何をされるのかは分からないけど…自分にとって絶望的な状況…
恐い…恐いけんじさん…
震える心の中で、呼んでしまうのは…唯一、信じてる優しい人…
…けんじさん、助けて…
思うほどに涙がでそうになる。
しかし…はっとするアキラ。
泣いたらだめだ…けんじさんに、迷惑がかかる…
今日、思い知ったばかりなのに…
また同じことを…
優しいけんじさんに頼って…また邪魔をしてしまう。
その思いが少年の…アキラの心を縛る。
泣かない…けんじさんにだけは迷惑をかけない…
そう誓ったから…
「ガキは単純…扱いやすい…動物と同じ、痛みを与えれば従順になる。こつを掴めば初撮影なんか簡単なもんだ…」
大人しくなったアキラを見てそう、オキに教えるナオ。
どうやら、オキは初撮影の研修を受けているようで…ナオの傍で見学している…
その間に出来るかぎり息をつき冷静になろうとするアキラ。
「…ねぇ、」
そして、勇気を振り絞って大人達に声をかける。
「ん?」
振り返る男に…睨まれたように思うアキラだが…
「…オレに、何する気?」
震える声を無理に出して、恐怖に打ち勝とうとするアキラ。
「ふん、珍しいガキだな…たいていは怖がって泣くか怯えて何もできないのが普通だが…お前、小さいくせに案外キモが据ってるな…」
などと褒めてくる。
「…誘拐、しても意味ないよ。

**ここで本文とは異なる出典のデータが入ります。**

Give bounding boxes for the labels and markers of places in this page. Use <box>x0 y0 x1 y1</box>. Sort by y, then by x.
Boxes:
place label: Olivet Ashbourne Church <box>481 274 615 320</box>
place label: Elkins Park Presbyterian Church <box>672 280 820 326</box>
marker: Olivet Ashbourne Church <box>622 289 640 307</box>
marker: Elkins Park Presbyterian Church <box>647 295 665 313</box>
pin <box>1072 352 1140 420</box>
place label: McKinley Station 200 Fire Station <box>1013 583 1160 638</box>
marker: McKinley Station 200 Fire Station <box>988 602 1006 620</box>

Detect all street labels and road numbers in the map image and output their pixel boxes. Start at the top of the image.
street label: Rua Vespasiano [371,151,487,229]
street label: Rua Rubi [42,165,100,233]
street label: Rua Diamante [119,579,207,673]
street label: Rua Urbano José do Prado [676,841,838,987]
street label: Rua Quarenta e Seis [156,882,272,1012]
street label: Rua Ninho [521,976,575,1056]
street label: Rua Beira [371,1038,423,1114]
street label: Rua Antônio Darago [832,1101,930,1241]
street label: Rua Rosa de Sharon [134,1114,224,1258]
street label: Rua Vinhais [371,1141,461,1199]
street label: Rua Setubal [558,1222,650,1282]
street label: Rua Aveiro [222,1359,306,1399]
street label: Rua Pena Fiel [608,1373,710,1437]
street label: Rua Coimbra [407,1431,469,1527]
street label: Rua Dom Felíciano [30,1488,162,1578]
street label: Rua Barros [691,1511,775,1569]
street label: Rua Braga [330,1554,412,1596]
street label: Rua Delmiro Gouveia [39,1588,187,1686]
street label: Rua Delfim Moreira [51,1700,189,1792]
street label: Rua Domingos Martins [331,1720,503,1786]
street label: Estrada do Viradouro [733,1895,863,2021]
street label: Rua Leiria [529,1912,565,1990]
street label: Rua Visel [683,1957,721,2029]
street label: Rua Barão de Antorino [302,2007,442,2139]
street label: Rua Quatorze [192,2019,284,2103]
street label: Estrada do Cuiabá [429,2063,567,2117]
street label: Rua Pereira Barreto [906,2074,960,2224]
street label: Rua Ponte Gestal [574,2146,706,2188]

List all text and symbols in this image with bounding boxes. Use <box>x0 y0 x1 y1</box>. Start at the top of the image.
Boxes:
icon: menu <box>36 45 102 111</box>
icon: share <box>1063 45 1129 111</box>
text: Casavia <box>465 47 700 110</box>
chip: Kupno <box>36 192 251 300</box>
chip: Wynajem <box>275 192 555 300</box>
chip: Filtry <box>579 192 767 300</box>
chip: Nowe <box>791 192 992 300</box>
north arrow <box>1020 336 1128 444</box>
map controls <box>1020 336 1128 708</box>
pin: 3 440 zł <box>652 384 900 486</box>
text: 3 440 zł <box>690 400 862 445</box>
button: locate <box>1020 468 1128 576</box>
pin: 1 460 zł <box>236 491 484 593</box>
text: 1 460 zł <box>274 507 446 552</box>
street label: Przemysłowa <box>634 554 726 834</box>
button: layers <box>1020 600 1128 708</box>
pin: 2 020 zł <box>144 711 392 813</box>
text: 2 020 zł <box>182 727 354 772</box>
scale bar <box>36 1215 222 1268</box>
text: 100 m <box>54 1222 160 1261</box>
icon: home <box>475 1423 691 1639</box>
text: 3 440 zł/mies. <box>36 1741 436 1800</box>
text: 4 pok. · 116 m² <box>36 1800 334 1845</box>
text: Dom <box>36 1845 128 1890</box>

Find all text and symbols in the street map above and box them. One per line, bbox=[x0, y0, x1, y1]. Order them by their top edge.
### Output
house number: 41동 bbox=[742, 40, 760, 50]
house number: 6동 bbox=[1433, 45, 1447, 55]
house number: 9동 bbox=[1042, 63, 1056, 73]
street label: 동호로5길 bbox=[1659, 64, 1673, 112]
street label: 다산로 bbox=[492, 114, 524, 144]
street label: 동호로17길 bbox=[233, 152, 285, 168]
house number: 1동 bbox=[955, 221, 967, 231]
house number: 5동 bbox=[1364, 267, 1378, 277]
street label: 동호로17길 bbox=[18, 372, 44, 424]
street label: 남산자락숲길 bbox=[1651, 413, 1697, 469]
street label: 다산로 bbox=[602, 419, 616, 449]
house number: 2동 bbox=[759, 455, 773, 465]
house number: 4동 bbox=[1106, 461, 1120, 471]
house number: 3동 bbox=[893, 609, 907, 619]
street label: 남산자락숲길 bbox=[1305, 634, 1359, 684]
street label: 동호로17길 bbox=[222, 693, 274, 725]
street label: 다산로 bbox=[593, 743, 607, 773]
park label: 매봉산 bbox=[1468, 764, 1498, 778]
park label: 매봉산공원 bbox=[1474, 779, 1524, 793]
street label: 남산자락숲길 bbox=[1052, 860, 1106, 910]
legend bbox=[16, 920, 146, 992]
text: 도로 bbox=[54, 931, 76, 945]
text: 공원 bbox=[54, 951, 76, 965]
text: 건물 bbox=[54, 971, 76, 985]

オレの為に金…出すような親じゃ、ないから…無駄だから…そしたらオレを殺す気?」
視線を投げ掛け聞くアキラ。
「…お前は殺されたいのか?」
「……」
無言で首を振るアキラ。
「…残念だけどな…脅すところは、お前の実親じゃない…情報によると、お前は…」
アキラの色白の肌に触れ、顔を近づけながら言うナオ。
「……」
男の口ぶりが…悪い予感を感じさせる。
もし知られていたら…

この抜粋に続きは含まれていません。